### PROBLEM TO SOLVE
Only an exact copy of every record counts as an answer.

### Collected data entries
BEGIN
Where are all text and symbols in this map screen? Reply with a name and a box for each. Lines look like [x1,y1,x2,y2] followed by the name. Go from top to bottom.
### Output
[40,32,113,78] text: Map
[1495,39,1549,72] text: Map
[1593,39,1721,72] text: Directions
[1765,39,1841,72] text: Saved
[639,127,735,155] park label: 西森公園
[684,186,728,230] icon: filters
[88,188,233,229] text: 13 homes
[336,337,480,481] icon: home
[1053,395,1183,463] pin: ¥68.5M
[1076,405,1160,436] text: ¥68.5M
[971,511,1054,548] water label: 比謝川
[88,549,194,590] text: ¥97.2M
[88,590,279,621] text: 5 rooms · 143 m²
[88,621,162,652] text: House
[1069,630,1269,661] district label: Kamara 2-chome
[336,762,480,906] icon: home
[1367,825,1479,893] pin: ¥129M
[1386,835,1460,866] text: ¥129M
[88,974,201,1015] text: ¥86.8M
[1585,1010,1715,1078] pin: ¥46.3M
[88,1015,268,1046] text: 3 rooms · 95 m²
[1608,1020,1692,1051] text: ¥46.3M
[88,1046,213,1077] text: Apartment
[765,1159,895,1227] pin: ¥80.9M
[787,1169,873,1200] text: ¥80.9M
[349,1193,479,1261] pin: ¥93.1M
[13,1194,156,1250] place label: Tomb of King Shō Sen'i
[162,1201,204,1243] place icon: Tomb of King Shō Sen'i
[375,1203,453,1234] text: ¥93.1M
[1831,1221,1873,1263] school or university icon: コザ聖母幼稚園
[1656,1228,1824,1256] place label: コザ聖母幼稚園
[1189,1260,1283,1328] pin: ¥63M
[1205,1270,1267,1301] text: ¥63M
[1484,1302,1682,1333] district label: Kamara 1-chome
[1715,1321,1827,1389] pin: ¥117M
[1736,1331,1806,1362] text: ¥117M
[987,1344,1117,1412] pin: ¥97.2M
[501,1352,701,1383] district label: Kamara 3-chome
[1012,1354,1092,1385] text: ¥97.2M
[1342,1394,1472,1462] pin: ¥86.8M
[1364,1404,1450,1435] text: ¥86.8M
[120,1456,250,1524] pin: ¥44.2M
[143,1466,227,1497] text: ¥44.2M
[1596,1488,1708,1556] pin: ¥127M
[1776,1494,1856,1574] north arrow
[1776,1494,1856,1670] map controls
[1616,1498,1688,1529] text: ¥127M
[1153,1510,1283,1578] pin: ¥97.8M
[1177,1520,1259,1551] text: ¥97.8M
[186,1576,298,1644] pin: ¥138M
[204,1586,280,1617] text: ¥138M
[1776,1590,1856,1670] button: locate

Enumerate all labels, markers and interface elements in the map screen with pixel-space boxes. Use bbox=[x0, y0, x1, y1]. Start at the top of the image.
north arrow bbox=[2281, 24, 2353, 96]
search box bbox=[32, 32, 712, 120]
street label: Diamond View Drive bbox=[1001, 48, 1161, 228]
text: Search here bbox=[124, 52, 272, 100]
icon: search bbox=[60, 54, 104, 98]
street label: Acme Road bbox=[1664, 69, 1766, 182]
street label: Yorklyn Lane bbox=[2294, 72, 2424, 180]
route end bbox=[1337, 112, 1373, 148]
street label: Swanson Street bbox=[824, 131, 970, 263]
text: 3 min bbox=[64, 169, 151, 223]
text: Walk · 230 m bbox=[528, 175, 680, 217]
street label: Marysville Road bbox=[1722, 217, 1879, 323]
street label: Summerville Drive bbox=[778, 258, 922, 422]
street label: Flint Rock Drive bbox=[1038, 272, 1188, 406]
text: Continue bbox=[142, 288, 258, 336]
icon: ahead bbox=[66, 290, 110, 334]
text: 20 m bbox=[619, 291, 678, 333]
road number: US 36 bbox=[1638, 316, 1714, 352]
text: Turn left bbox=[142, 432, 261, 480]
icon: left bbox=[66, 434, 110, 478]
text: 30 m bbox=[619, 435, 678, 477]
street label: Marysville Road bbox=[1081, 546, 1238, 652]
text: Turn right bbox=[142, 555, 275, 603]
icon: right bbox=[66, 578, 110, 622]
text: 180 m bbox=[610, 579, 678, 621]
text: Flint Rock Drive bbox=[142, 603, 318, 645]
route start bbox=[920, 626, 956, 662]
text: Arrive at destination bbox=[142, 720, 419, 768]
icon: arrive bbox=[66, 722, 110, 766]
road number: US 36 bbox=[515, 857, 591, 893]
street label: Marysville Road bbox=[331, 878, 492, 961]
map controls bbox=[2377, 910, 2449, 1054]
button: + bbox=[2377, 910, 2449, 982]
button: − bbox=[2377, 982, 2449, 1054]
END
### SOLUTION FOR THIS TASK
Where are all text and symbols in this map screen? Reply with a name and a box for each. Lines look like [x1,y1,x2,y2] followed by the name. Go from top to bottom.
### Output
[40,32,113,78] text: Map
[1495,39,1549,72] text: Map
[1593,39,1721,72] text: Directions
[1765,39,1841,72] text: Saved
[639,127,735,155] park label: 西森公園
[684,186,728,230] icon: filters
[88,188,233,229] text: 13 homes
[336,337,480,481] icon: home
[1053,395,1183,463] pin: ¥68.5M
[1076,405,1160,436] text: ¥68.5M
[971,511,1054,548] water label: 比謝川
[88,549,194,590] text: ¥97.2M
[88,590,279,621] text: 5 rooms · 143 m²
[88,621,162,652] text: House
[1069,630,1269,661] district label: Kamara 2-chome
[336,762,480,906] icon: home
[1367,825,1479,893] pin: ¥129M
[1386,835,1460,866] text: ¥129M
[88,974,201,1015] text: ¥86.8M
[1585,1010,1715,1078] pin: ¥46.3M
[88,1015,268,1046] text: 3 rooms · 95 m²
[1608,1020,1692,1051] text: ¥46.3M
[88,1046,213,1077] text: Apartment
[765,1159,895,1227] pin: ¥80.9M
[787,1169,873,1200] text: ¥80.9M
[349,1193,479,1261] pin: ¥93.1M
[13,1194,156,1250] place label: Tomb of King Shō Sen'i
[162,1201,204,1243] place icon: Tomb of King Shō Sen'i
[375,1203,453,1234] text: ¥93.1M
[1831,1221,1873,1263] school or university icon: コザ聖母幼稚園
[1656,1228,1824,1256] place label: コザ聖母幼稚園
[1189,1260,1283,1328] pin: ¥63M
[1205,1270,1267,1301] text: ¥63M
[1484,1302,1682,1333] district label: Kamara 1-chome
[1715,1321,1827,1389] pin: ¥117M
[1736,1331,1806,1362] text: ¥117M
[987,1344,1117,1412] pin: ¥97.2M
[501,1352,701,1383] district label: Kamara 3-chome
[1012,1354,1092,1385] text: ¥97.2M
[1342,1394,1472,1462] pin: ¥86.8M
[1364,1404,1450,1435] text: ¥86.8M
[120,1456,250,1524] pin: ¥44.2M
[143,1466,227,1497] text: ¥44.2M
[1596,1488,1708,1556] pin: ¥127M
[1776,1494,1856,1574] north arrow
[1776,1494,1856,1670] map controls
[1616,1498,1688,1529] text: ¥127M
[1153,1510,1283,1578] pin: ¥97.8M
[1177,1520,1259,1551] text: ¥97.8M
[186,1576,298,1644] pin: ¥138M
[204,1586,280,1617] text: ¥138M
[1776,1590,1856,1670] button: locate

Enumerate all labels, markers and interface elements in the map screen with pixel-space boxes. Use bbox=[x0, y0, x1, y1]. Start at the top of the image.
north arrow bbox=[2281, 24, 2353, 96]
search box bbox=[32, 32, 712, 120]
street label: Diamond View Drive bbox=[1001, 48, 1161, 228]
text: Search here bbox=[124, 52, 272, 100]
icon: search bbox=[60, 54, 104, 98]
street label: Acme Road bbox=[1664, 69, 1766, 182]
street label: Yorklyn Lane bbox=[2294, 72, 2424, 180]
route end bbox=[1337, 112, 1373, 148]
street label: Swanson Street bbox=[824, 131, 970, 263]
text: 3 min bbox=[64, 169, 151, 223]
text: Walk · 230 m bbox=[528, 175, 680, 217]
street label: Marysville Road bbox=[1722, 217, 1879, 323]
street label: Summerville Drive bbox=[778, 258, 922, 422]
street label: Flint Rock Drive bbox=[1038, 272, 1188, 406]
text: Continue bbox=[142, 288, 258, 336]
icon: ahead bbox=[66, 290, 110, 334]
text: 20 m bbox=[619, 291, 678, 333]
road number: US 36 bbox=[1638, 316, 1714, 352]
text: Turn left bbox=[142, 432, 261, 480]
icon: left bbox=[66, 434, 110, 478]
text: 30 m bbox=[619, 435, 678, 477]
street label: Marysville Road bbox=[1081, 546, 1238, 652]
text: Turn right bbox=[142, 555, 275, 603]
icon: right bbox=[66, 578, 110, 622]
text: 180 m bbox=[610, 579, 678, 621]
text: Flint Rock Drive bbox=[142, 603, 318, 645]
route start bbox=[920, 626, 956, 662]
text: Arrive at destination bbox=[142, 720, 419, 768]
icon: arrive bbox=[66, 722, 110, 766]
road number: US 36 bbox=[515, 857, 591, 893]
street label: Marysville Road bbox=[331, 878, 492, 961]
map controls bbox=[2377, 910, 2449, 1054]
button: + bbox=[2377, 910, 2449, 982]
button: − bbox=[2377, 982, 2449, 1054]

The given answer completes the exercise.